Challenging Mental Models: Part 3 of Consultants’ Growth
(See Part 2 of 3)
Warren Bennis taught me to ask three questions:
- What’s So?
- So What?
- What Now?”
How we handle uncertainty and how we deal with it personally is critical in how we manage change. Given the uncertainty and complexity in our organizations, dealing with ambiguity is a critical skill for consultants. This has been my self-development path for sharpening my consulting skills. Sometimes I have to push myself into this Land Of I Don’t Know because it helps me retain my edge. I have learned not to get too comfortable and certain in my worldview. In consulting, what I think I know always gets me in trouble because it is usually not accurate at the moment. I have a little slice of the picture and recognizing that I can stay open (and I don’t use that word lightly) I can stay open to the moment and there-by access more information.

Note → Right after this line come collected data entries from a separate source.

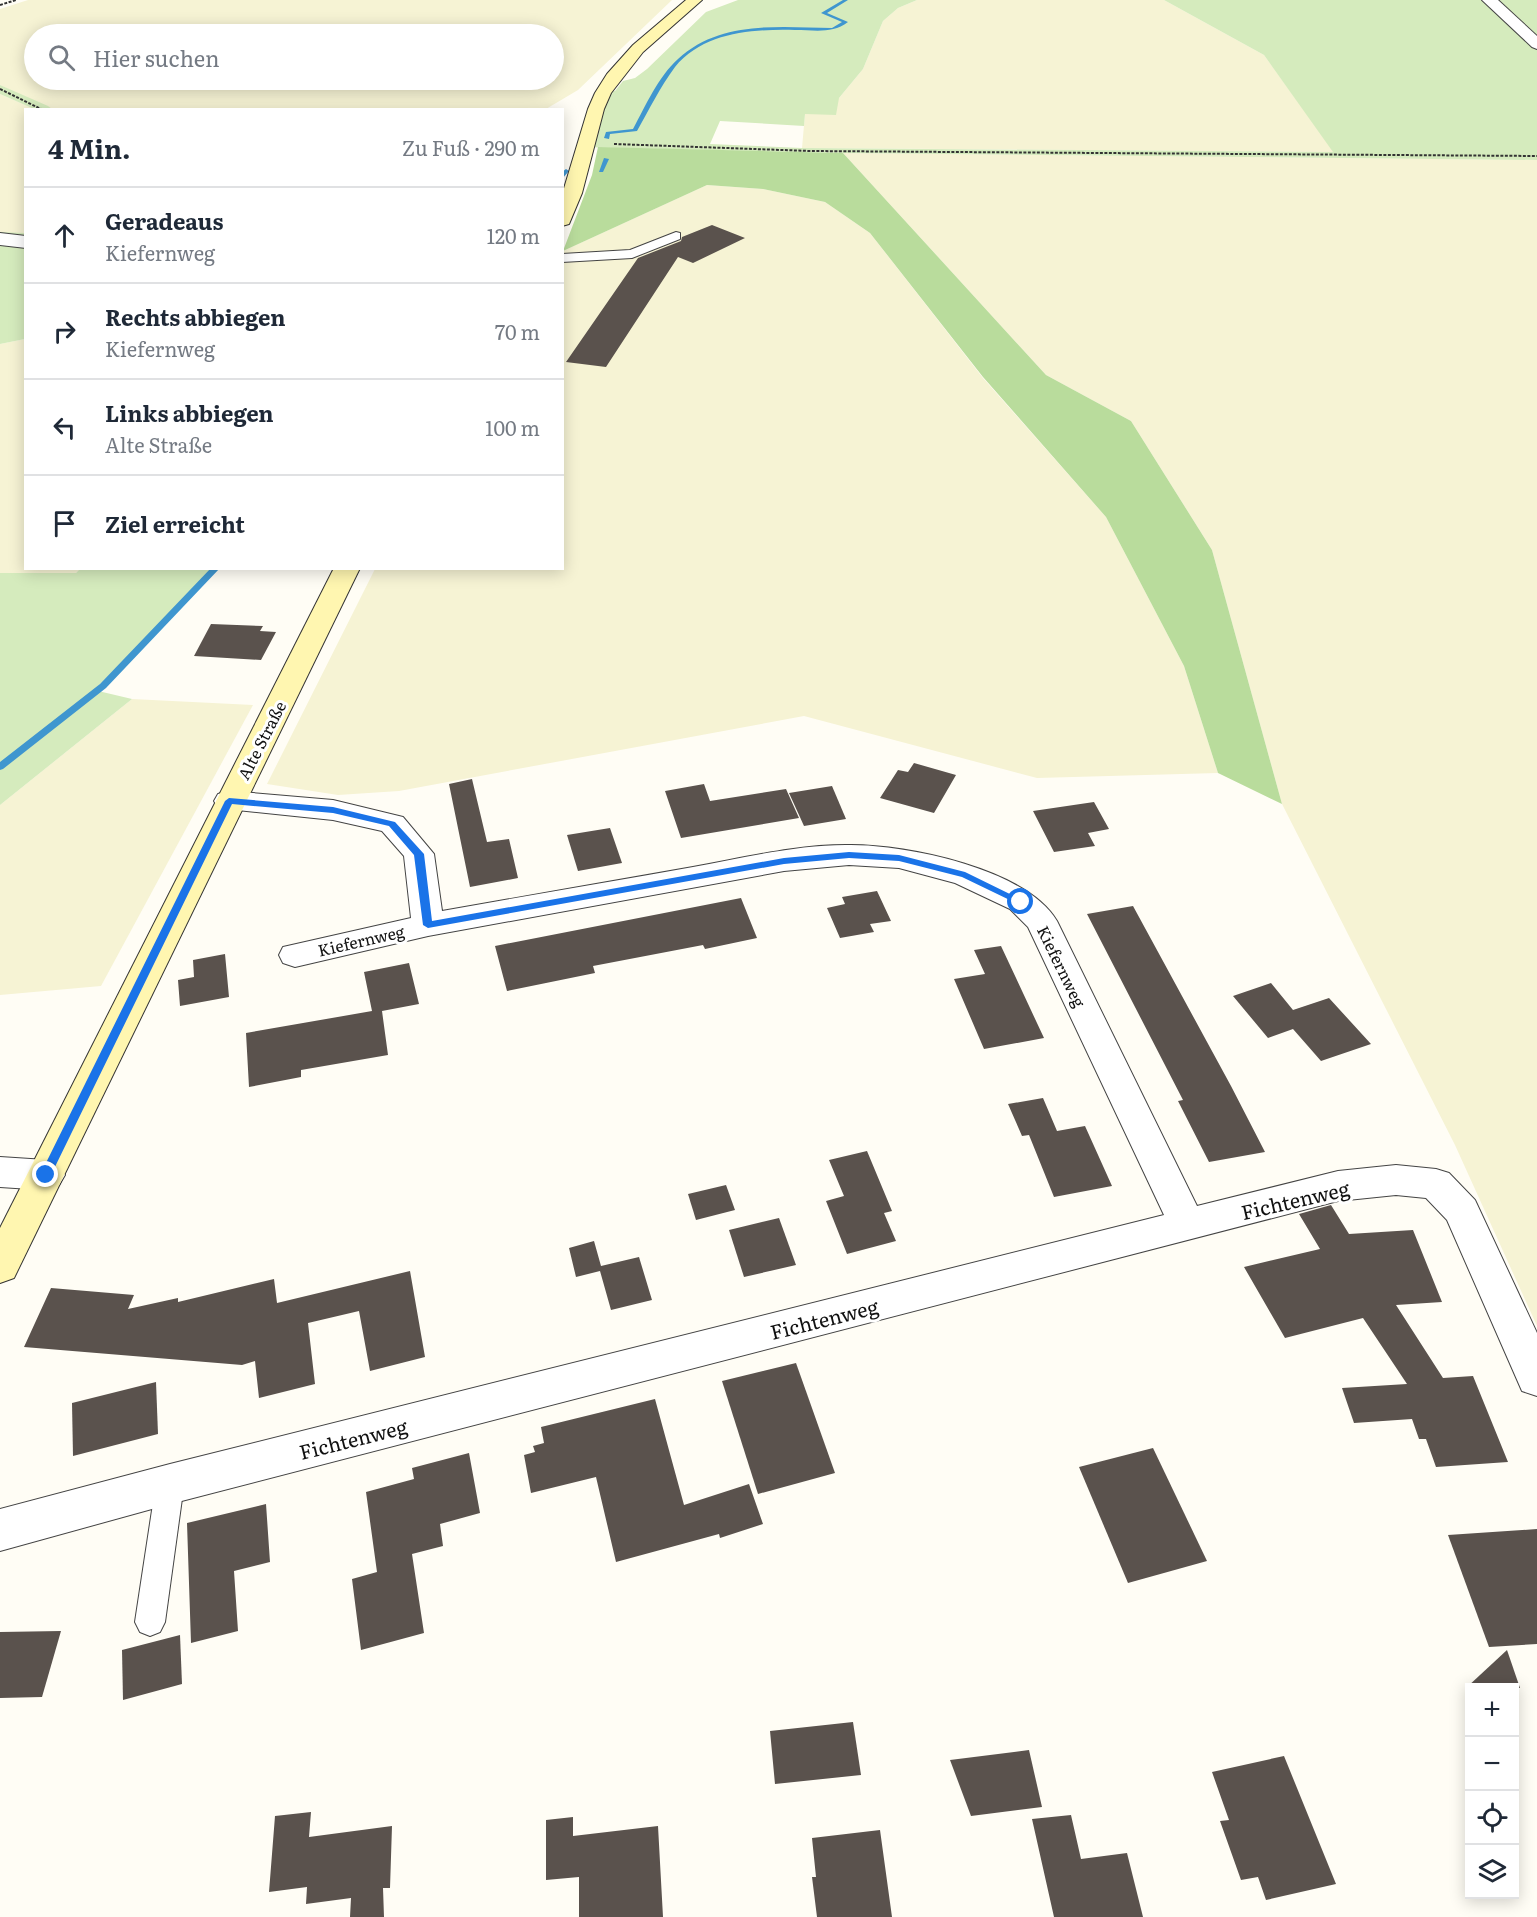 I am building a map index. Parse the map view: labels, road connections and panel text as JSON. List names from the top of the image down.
{
  "streets": {
    "main road": ["Alte Straße"],
    "street": ["Kiefernweg", "Fichtenweg"]
  },
  "crossings": [
    ["Alte Straße", "Kiefernweg"],
    ["Kiefernweg", "Fichtenweg"]
  ],
  "page": {
    "search": "Hier suchen",
    "heading": ["4 Min.", "Zu Fuß · 290 m"],
    "list": [
      ["Geradeaus", "Kiefernweg", "120 m"],
      ["Rechts abbiegen", "Kiefernweg", "70 m"],
      ["Links abbiegen", "Alte Straße", "100 m"],
      "Ziel erreicht"
    ],
    "map_buttons": ["+", "−"]
  }
}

We learn about our work as OD Practitioners when we step outside our culture and collaborate with other kinds of communities. Learning and change occur at the boundary between the known and the unknown. We clarify values and beliefs and assumptions, as we see the boundaries around our own thinking and we incorporate those learning into our practice. The clearest place to see ourselves is when we step out of the routine and all the assumptions that go with it. As Nevis says in Organizational Consulting: A Gestalt Approach we have a long tradition of marginality that includes neutrality, open-mindedness, and flexibility. We thrive on conflict, ambiguity, and stress. We often facilitate a bridge between systems having differing values and norms which demands a slowing into the awareness moment to allow learning and reconfiguration of the meaning before closing to action. This is imperative learning for OD practitioners.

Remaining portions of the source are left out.